The contest, organized by Trend Micro’s Zero Day Initiative (ZDI), saw 11 contestants demonstrating their exploits in the OPC UA Server, Control Server, Human Machine Interface, and Data Gateway categories.

Participants targeted products from Unified Automation, Iconics, Inductive Automation, Prosys, Aveva, Triangle MicroWorks, OPC Foundation, Kepware, and Softing.

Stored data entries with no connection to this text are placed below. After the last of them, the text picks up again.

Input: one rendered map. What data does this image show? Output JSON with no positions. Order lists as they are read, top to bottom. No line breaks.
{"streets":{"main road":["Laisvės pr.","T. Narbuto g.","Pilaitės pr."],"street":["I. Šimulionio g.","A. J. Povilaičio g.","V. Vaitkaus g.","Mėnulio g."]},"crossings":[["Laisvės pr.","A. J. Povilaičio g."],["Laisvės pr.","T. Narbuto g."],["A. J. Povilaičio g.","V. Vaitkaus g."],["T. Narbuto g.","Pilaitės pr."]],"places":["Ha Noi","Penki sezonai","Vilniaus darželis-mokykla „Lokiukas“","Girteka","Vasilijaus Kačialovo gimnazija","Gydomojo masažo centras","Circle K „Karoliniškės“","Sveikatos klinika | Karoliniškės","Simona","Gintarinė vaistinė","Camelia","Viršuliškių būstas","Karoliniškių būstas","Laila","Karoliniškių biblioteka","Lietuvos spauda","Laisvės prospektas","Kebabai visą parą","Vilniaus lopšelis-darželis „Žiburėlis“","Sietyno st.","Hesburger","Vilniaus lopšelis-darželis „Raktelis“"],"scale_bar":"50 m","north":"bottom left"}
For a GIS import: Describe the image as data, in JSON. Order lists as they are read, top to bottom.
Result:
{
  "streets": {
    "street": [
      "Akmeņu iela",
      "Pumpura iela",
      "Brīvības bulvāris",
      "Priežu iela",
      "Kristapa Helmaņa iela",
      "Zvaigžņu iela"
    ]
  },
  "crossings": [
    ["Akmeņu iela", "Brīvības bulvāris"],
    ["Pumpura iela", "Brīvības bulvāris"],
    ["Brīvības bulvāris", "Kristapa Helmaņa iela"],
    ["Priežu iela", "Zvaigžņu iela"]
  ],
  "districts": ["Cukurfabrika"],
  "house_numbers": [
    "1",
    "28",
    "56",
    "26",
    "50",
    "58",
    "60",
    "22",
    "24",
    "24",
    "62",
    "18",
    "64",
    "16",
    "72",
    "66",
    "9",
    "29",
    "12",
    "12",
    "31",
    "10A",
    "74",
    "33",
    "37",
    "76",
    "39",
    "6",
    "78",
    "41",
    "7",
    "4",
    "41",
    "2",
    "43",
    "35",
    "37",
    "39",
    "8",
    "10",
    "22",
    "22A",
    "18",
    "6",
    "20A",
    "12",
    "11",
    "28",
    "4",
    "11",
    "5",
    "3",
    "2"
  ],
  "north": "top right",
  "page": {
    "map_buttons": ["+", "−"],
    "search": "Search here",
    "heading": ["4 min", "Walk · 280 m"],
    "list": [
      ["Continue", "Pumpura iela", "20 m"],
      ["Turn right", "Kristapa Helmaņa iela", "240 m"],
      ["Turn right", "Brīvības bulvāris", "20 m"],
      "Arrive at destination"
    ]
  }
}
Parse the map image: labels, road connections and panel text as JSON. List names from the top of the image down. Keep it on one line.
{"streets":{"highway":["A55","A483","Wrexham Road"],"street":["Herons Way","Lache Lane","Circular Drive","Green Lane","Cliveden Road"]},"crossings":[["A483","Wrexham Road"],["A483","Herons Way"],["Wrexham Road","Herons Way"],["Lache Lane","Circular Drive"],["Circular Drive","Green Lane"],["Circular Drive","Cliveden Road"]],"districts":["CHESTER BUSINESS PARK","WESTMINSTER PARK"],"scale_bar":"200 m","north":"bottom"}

A majority of the 32 hacking attempts were successful — two failed and eight involved previously known bugs. These “bug collisions” still earned participants $5,000 for each attempt.

The white hat hackers who attended the event earned either $20,000, typically for remote code execution vulnerabilities, or $5,000, for DoS vulnerabilities. There was only one exception. The Computest Sector 7 team earned $40,000 for successfully bypassing the trusted application check on the OPC UA .NET standard.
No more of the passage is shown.